Entrance, however, gives way to more entrances. From the other side, those storefront windows frame the street, making the pedestrians of Calz. Melchor Ocampo inhabitants of a panorama. Those inside now watching the city as spectators are watched themselves by other sets of eyes through other, simultaneously operating frames, both architectural and contextual. Those moving further into the project’s space are passed by others also moving further into the project in the opposite direction.
Sergio’s works both foreground and camouflage their both/and qualities.
During a residency at a bar in San Francisco’s Mission District, he recruited other customers and staff as models and a crew in anticipation of a photo shoot for an artwork he’d make on site - though undeclared, the introductions, interviews, oral contracts, and team-building process formed the core of the art.
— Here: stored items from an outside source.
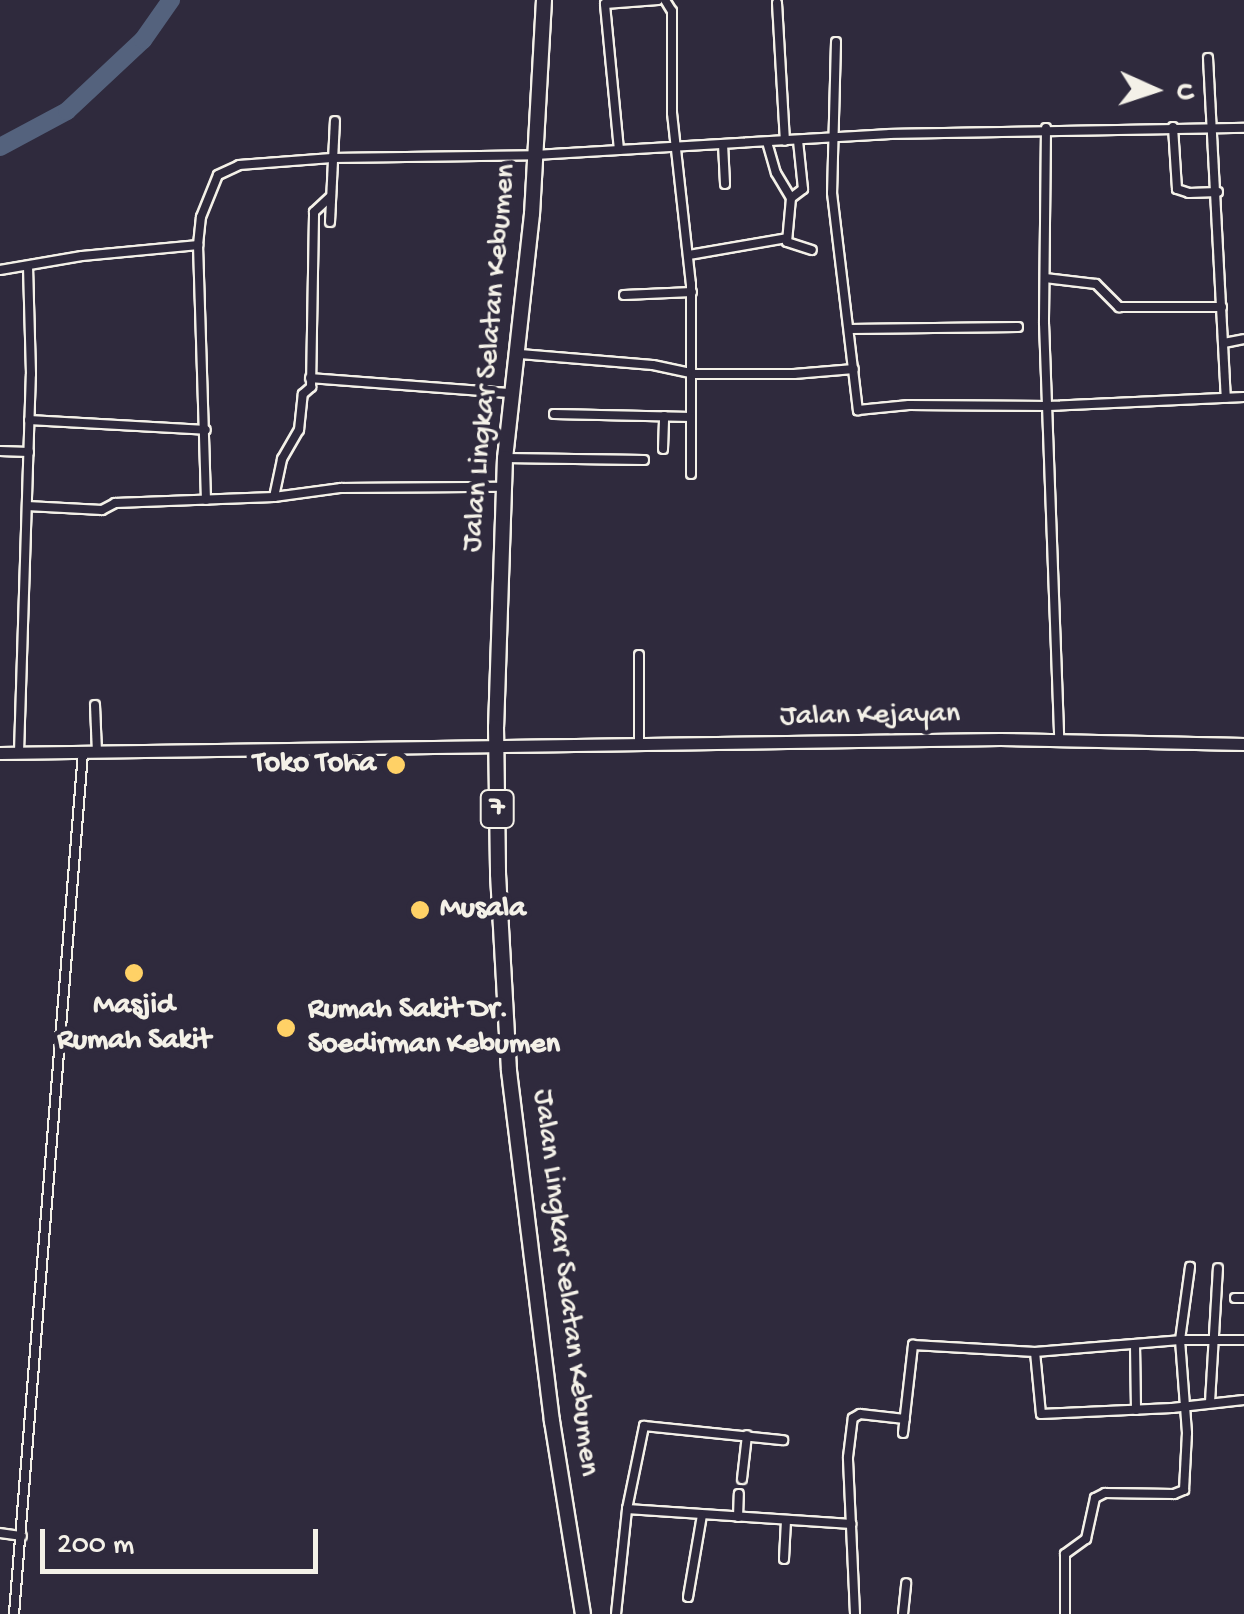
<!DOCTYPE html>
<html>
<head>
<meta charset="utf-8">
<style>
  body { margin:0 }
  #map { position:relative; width:1244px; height:1614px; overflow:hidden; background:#2f2a3d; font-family:"Gochi Hand",sans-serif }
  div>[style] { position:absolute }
  .river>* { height:18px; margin:-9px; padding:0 9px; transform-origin:9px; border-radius:9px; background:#54627d }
  .roads { filter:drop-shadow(2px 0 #f4f1e8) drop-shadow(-2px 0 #f4f1e8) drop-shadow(0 2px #f4f1e8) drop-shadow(0 -2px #f4f1e8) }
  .minor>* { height:8px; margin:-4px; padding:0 4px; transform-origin:4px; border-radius:4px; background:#2f2a3d }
  .secondary>* { height:11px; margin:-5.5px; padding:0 5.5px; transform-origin:5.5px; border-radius:5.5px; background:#2f2a3d }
  .trunk>* { height:14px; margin:-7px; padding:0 7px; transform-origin:7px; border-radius:7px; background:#2f2a3d }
  .dots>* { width:28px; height:28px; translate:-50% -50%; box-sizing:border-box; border:5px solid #2f2a3d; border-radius:50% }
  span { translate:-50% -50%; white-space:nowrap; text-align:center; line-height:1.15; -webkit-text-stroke:9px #2f2a3d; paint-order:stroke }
  .shield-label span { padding:2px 8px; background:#2f2a3d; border:2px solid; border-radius:8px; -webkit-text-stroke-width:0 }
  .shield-label { font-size:28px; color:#f4f1e8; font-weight:700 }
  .street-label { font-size:30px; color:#f4f1e8 }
  .poi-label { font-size:30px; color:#f4f1e8; font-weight:700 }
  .right { translate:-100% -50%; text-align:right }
  .left { translate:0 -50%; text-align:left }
  .north { position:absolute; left:1104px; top:40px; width:100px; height:100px; -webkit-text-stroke:8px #2f2a3d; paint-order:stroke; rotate:93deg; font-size:28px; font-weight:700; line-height:40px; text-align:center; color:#f4f1e8 }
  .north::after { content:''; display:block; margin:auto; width:35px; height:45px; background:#f4f1e8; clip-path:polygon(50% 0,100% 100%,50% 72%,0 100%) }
  .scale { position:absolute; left:40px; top:1529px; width:278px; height:45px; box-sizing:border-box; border:5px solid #f4f1e8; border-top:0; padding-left:12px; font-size:30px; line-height:35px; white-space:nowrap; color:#f4f1e8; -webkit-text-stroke:8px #2f2a3d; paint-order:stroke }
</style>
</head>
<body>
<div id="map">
  <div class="river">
    <div style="left:0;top:147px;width:76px;rotate:-28.2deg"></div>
    <div style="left:67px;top:111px;width:104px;rotate:-43.1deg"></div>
    <div style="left:143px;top:40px;width:49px;rotate:-55deg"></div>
  </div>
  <div class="roads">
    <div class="minor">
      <div style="left:665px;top:0;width:13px;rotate:58deg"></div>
      <div style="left:672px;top:11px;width:102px;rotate:90deg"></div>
      <div style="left:672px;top:113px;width:172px;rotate:83.7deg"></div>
      <div style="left:691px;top:284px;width:190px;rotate:90deg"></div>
      <div style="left:777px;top:3px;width:138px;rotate:86.7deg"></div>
      <div style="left:836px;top:42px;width:151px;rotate:91.5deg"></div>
      <div style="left:832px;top:193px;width:219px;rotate:83.2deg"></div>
      <div style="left:858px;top:410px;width:51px;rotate:-5.6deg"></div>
      <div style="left:909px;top:405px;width:139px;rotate:0.4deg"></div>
      <div style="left:1048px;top:406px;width:196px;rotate:-2.6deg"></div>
      <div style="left:1208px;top:58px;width:340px;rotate:87deg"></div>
      <div style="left:1173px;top:127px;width:62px;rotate:86.3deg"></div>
      <div style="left:1177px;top:189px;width:13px;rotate:18deg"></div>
      <div style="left:1189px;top:193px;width:29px;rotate:-2deg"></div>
      <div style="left:1046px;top:128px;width:195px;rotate:90.6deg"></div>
      <div style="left:1044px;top:323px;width:416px;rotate:87.9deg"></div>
      <div style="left:767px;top:142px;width:32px;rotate:74deg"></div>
      <div style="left:776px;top:173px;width:29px;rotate:59deg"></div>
      <div style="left:791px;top:198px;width:44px;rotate:95.2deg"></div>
      <div style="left:787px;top:242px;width:26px;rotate:18deg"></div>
      <div style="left:723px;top:144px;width:40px;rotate:87.1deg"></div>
      <div style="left:619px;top:150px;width:147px;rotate:-95.5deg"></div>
      <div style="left:605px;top:4px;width:53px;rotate:-4.3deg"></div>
      <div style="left:791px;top:198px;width:15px;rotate:-37deg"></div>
      <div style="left:803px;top:189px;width:48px;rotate:-95.9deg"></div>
      <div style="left:330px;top:222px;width:101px;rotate:-87.2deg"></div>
      <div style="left:198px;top:245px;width:255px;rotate:88.2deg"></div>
      <div style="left:689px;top:255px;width:99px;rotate:-9.8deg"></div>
      <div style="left:0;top:270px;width:83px;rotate:-9.7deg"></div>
      <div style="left:82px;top:256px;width:117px;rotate:-5.4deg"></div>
      <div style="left:198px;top:245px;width:28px;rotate:-84deg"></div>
      <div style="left:201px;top:217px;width:45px;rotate:-68deg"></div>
      <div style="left:218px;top:175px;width:23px;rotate:-25deg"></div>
      <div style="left:239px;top:165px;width:93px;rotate:-4.3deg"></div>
      <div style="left:332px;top:158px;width:203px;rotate:-0.8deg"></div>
      <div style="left:535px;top:155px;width:356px;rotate:-3.4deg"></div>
      <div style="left:890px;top:134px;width:354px;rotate:-1deg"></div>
      <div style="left:1045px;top:278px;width:51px;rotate:6.7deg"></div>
      <div style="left:1096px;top:284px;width:33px;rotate:45deg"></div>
      <div style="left:1119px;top:307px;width:103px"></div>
      <div style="left:624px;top:295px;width:68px;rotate:-2.5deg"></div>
      <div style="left:850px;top:329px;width:168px;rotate:-0.7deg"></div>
      <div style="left:1224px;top:343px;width:20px;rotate:-11deg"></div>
      <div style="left:520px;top:354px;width:133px;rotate:4.7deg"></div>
      <div style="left:653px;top:365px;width:43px;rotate:12.1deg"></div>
      <div style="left:695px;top:374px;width:99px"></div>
      <div style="left:794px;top:374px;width:60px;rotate:-4.8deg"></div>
      <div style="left:310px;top:378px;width:202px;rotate:4.3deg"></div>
      <div style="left:554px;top:414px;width:137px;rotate:1.3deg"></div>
      <div style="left:29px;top:420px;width:177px;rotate:3.2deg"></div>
      <div style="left:663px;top:449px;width:33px;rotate:-88deg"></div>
      <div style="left:0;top:451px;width:29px;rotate:2deg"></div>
      <div style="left:505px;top:458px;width:139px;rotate:0.8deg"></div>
      <div style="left:274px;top:497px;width:39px;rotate:-78deg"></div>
      <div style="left:282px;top:459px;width:34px;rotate:-60deg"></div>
      <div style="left:299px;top:430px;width:36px;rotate:-84deg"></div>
      <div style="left:303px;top:394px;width:11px;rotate:-41deg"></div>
      <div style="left:311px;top:387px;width:175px;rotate:-89deg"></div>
      <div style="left:314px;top:212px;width:22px;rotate:-43deg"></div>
      <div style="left:27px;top:506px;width:75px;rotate:3.1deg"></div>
      <div style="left:102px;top:510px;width:15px;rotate:-28deg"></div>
      <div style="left:115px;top:503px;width:159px;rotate:-2.2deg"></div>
      <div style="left:274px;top:497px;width:68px;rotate:-7.7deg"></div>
      <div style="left:341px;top:488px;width:162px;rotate:-0.4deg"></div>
      <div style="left:95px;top:705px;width:48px;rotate:87.6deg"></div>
      <div style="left:639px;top:745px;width:90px;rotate:-90deg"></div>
      <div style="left:19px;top:752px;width:378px;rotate:-88.2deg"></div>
      <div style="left:31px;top:374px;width:108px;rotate:-91.6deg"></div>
      <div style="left:1235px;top:1298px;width:9px"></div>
      <div style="left:1135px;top:1345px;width:65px;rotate:89.1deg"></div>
      <div style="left:1035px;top:1352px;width:62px;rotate:84.5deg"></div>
      <div style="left:1041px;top:1414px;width:131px;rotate:-2.6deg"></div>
      <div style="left:1172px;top:1408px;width:72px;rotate:-6.3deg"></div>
      <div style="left:1210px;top:1402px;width:134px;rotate:-86.6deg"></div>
      <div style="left:903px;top:1433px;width:89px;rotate:-83.5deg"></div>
      <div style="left:913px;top:1345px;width:122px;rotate:3.3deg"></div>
      <div style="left:1035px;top:1352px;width:145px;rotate:-4.7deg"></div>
      <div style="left:1180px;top:1340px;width:64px"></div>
      <div style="left:742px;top:1479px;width:44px;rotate:-83.5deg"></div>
      <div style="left:627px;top:1509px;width:225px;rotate:3.8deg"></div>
      <div style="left:738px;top:1517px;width:23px;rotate:-88deg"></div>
      <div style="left:0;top:1533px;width:22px;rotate:8deg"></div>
      <div style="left:784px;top:1559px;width:38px;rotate:-87deg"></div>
      <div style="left:688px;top:1597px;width:83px;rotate:-80.3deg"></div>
      <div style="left:14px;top:1614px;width:864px;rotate:-85.42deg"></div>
      <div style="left:616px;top:1614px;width:106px;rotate:-84deg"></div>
      <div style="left:627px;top:1509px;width:85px;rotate:-78.4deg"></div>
      <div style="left:644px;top:1426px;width:140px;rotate:5.8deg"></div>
      <div style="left:855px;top:1614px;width:157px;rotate:-92.6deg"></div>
      <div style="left:848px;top:1457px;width:39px;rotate:-83deg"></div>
      <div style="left:853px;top:1418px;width:8px;rotate:-30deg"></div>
      <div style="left:860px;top:1414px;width:45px;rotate:6.3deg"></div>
      <div style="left:903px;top:1614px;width:31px;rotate:-84deg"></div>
      <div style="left:1065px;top:1614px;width:60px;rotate:-90deg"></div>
      <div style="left:1065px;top:1554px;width:26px;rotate:-36deg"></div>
      <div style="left:1086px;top:1539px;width:42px;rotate:-77.6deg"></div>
      <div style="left:1095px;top:1498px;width:11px;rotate:-27deg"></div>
      <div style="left:1105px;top:1493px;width:69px;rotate:0.8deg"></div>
      <div style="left:1174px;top:1494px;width:11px;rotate:-22deg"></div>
      <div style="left:1184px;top:1490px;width:57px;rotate:-87deg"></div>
      <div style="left:1187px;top:1433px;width:93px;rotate:-94.3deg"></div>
      <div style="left:1180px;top:1340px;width:74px;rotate:-82.2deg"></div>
    </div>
    <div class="secondary">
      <div style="left:0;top:753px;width:1000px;rotate:-0.8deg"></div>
      <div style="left:1000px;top:739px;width:244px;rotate:1.2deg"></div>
    </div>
    <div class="trunk">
      <div style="left:544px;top:0;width:214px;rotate:93.2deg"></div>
      <div style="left:532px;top:214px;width:245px;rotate:96.3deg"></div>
      <div style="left:505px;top:458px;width:269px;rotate:91.9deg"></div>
      <div style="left:496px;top:727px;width:147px;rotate:89.2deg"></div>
      <div style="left:498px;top:874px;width:197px;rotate:86.8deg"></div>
      <div style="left:509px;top:1071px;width:353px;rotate:83deg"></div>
      <div style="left:552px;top:1421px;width:195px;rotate:80.9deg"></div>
    </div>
  </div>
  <div class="dots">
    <div style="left:396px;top:765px;background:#ffd166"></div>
    <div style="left:420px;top:910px;background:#ffd166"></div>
    <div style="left:134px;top:973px;background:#ffd166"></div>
    <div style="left:286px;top:1028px;background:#ffd166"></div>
  </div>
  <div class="shield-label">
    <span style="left:497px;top:809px">7</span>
  </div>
  <div class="street-label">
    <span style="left:491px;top:358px;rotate:-85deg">Jalan Lingkar Selatan Kebumen</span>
    <span style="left:870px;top:717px;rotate:-1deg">Jalan Kejayan</span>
    <span style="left:564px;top:1283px;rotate:83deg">Jalan Lingkar Selatan Kebumen</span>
  </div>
  <div class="poi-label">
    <span class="right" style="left:376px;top:765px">Toko Toha</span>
    <span class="left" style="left:440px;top:910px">Musala</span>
    <span style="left:134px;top:1024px">Masjid<br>Rumah Sakit</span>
    <span class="left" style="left:308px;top:1028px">Rumah Sakit Dr.<br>Soedirman Kebumen</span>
  </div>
  <div class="north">U</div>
  <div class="scale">200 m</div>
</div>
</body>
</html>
Sitting on a couch in a window space at the facade of a commercial gallery in Los Angeles, Sergio invited passerby to join him, hang out, drink a beer, and, if they wished, take some pictures from the camera he’d installed on Wilshire Boulevard looking into the window. The photos were then projected inside the gallery space as part of the installation, and prints were framed and sold from the director’s office like an average art object. The projected and framed photos were then both consumable, individual artworks in the installation and secondary documentation of the performance around, and preparation for, themselves. A guest’s experience on the couch with Sergio would have been, concurrently, part of the gallery space’s exhibition and a unique element of the neighborhood’s street life - measuring which urban elements were and were not then official parts of the work would have drawn quick attention to the arbitrariness of such effort.
Sergio has previously engaged audiences in and around Steve Turner Gallery (Los Angeles), Venice 6114 (Los Angeles), CitizenM Hotel Lobby (Amsterdam), Otis College (Los Angeles), the Garter Room (Venice, CA), and the Casanova Lounge (San Francisco). Please join us at Yautepec for a festive expansion of his Matryoshka doll methodology.